──────── INFORMATION PROVIDED ────────
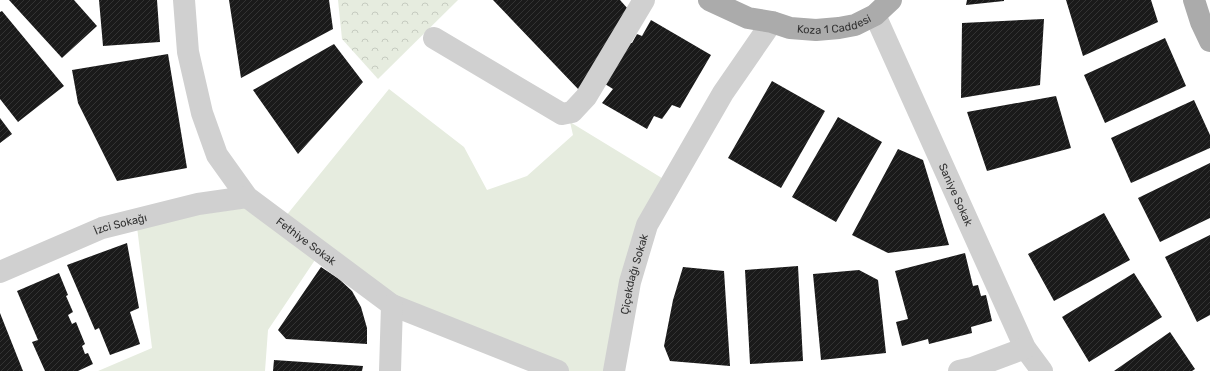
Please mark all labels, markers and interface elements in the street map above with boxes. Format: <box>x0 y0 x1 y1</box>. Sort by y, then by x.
street label: Koza 1 Caddesi <box>797 12 873 37</box>
street label: Saniye Sokak <box>936 161 976 228</box>
street label: İzci Sokağı <box>92 211 148 237</box>
street label: Fethiye Sokak <box>274 215 339 268</box>
street label: Çiçekdağı Sokak <box>618 232 651 315</box>

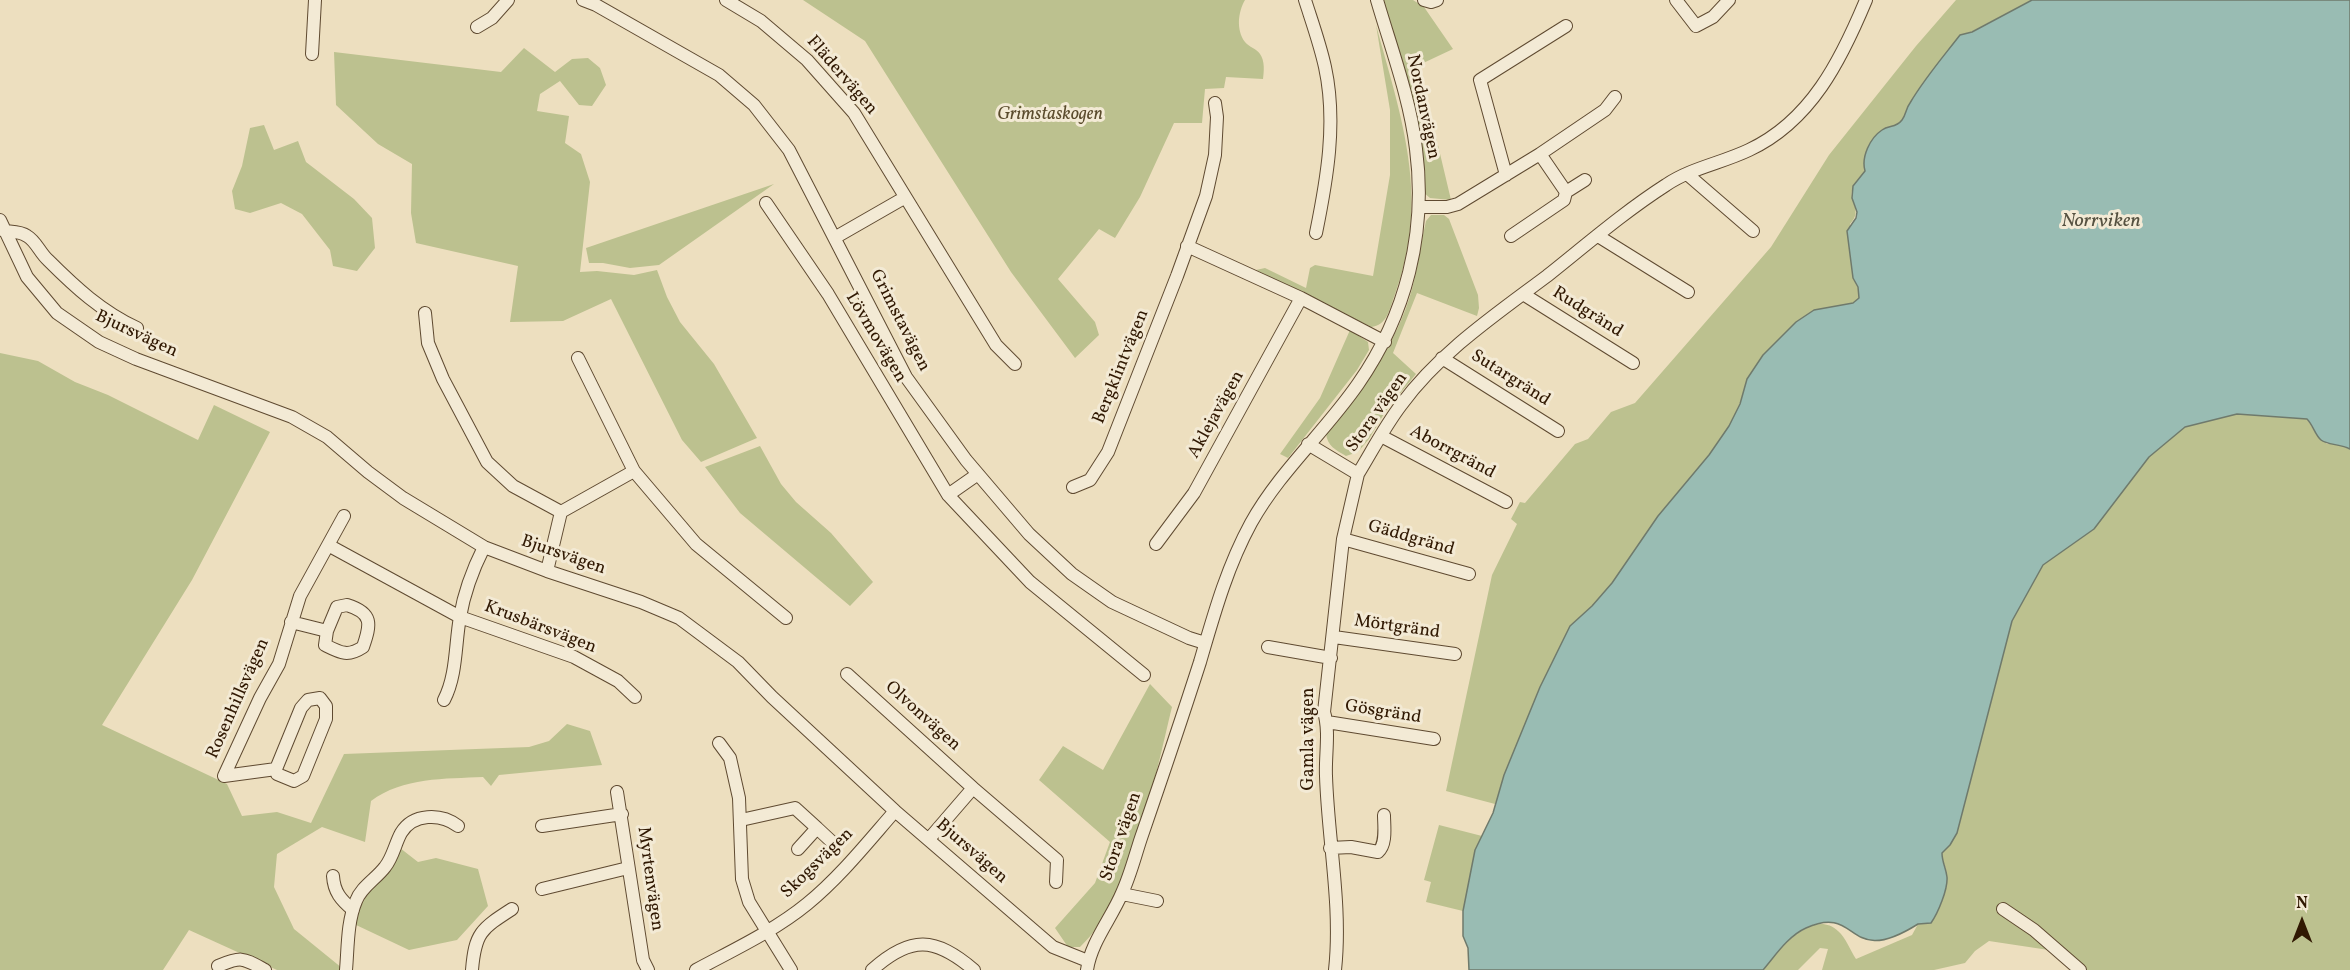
────────
* _WORK TO BE COMPLETED_: Write the material above out again exactly. Omit every image.

* _REPLY TO THE EXERCISE_:
Please mark all labels, markers and interface elements in the street map above with boxes. Format: <box>x0 y0 x1 y1</box>. Sort by y, then by x.
street label: Koza 1 Caddesi <box>797 12 873 37</box>
street label: Saniye Sokak <box>936 161 976 228</box>
street label: İzci Sokağı <box>92 211 148 237</box>
street label: Fethiye Sokak <box>274 215 339 268</box>
street label: Çiçekdağı Sokak <box>618 232 651 315</box>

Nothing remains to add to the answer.